WHAT IS EXPECTED: The lines to copy are those holding the string "Court" in the entries below.

═══

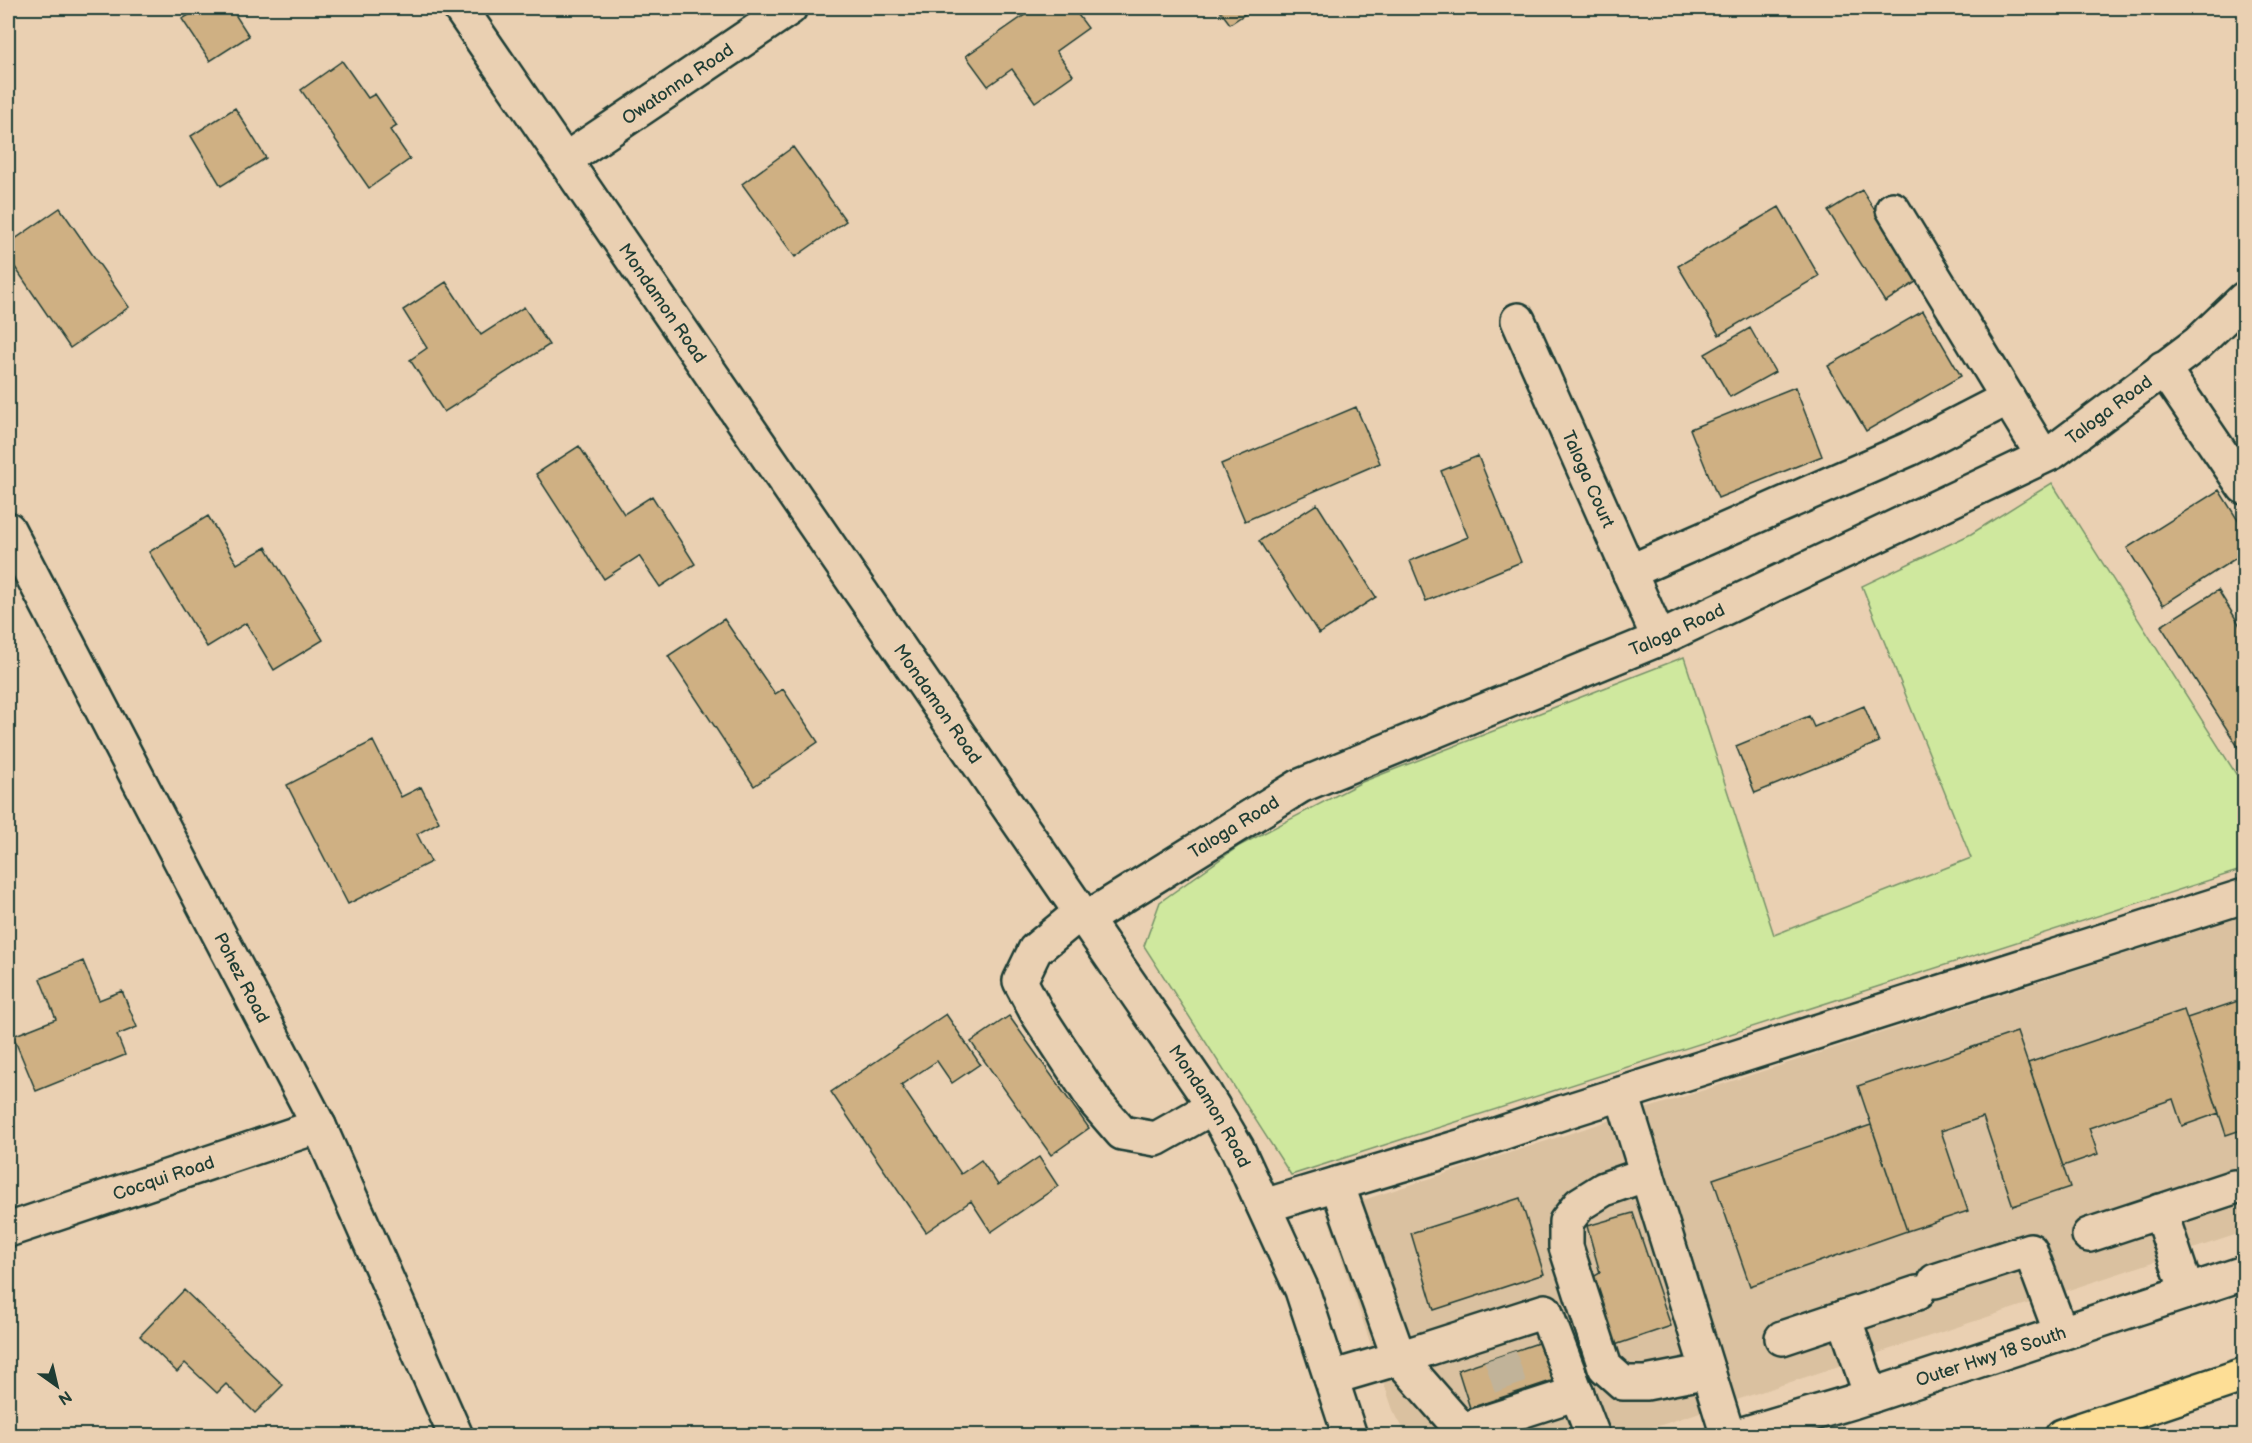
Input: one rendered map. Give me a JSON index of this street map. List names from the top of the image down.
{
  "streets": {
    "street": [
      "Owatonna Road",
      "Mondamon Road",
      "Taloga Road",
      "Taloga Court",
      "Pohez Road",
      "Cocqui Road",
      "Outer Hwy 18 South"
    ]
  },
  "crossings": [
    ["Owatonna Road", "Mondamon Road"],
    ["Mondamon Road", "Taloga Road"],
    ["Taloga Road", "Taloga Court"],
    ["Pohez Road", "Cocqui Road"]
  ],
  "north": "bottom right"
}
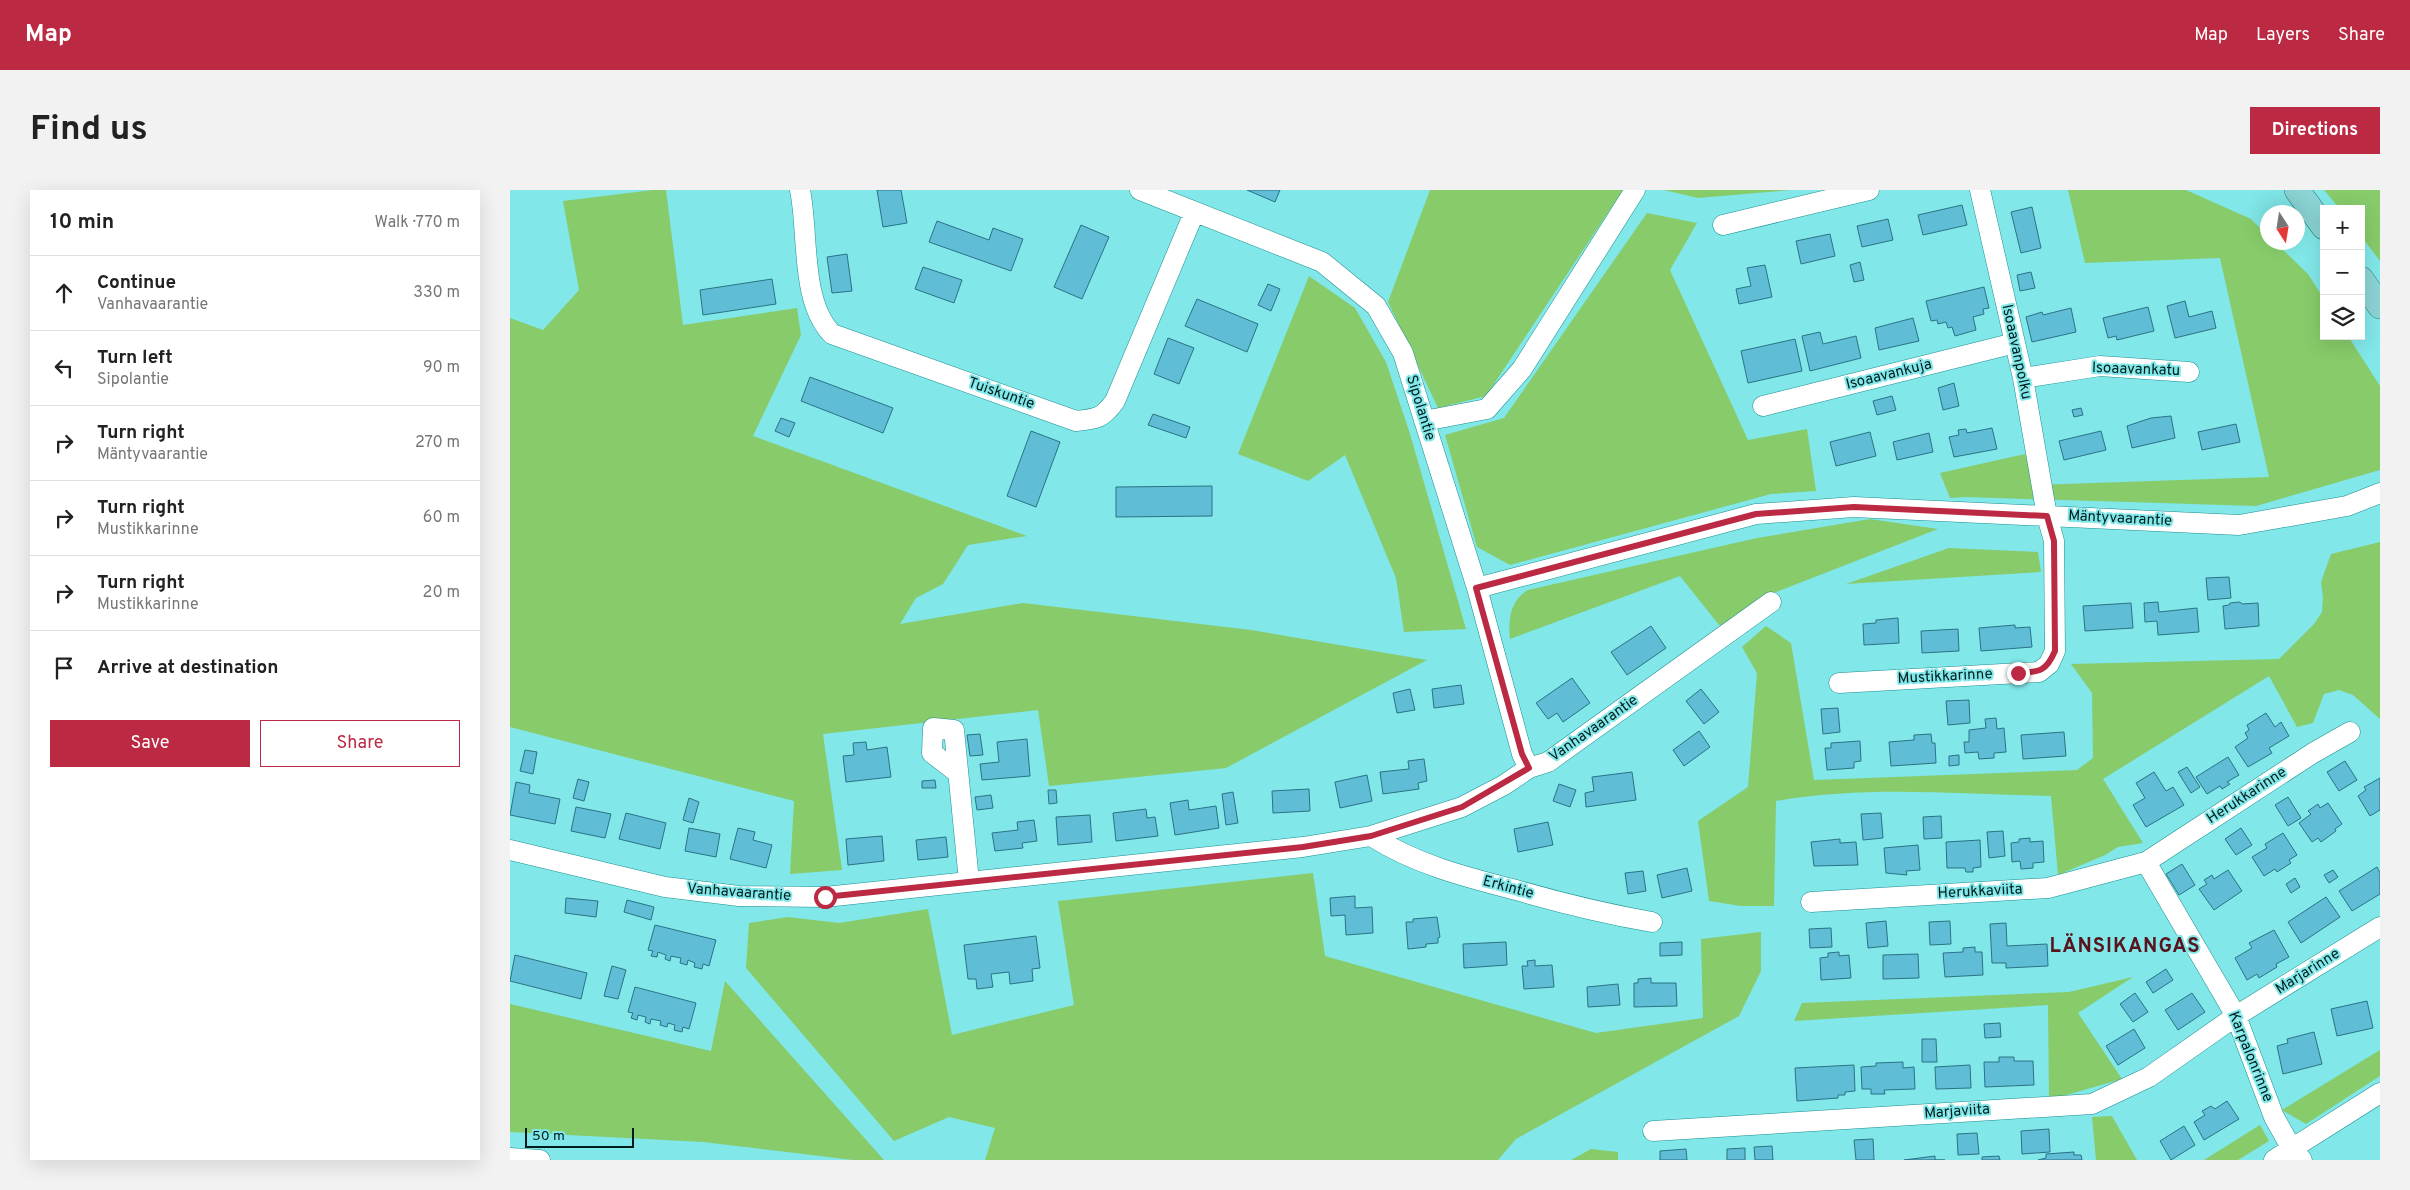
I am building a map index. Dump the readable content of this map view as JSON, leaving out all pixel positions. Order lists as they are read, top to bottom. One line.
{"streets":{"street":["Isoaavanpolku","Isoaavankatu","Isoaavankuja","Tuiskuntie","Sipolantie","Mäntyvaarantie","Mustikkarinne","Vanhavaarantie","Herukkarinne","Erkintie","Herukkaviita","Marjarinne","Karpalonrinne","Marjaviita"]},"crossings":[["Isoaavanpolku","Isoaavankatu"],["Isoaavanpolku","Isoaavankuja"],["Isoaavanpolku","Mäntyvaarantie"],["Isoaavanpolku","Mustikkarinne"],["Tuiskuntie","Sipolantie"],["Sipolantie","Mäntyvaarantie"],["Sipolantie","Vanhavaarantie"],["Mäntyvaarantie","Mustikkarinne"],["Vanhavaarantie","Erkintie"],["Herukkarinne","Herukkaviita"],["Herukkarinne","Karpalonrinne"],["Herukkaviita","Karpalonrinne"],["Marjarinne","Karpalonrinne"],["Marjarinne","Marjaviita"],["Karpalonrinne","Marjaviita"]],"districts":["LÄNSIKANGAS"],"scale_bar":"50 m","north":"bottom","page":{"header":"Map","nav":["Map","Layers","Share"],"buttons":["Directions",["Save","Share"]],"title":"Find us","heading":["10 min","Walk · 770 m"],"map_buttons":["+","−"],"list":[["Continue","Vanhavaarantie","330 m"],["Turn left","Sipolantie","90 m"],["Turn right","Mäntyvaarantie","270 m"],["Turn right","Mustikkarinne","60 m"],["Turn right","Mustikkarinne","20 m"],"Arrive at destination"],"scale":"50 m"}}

═══

RESPONSE TO THE TASK:
      "Taloga Court",
    ["Taloga Road", "Taloga Court"],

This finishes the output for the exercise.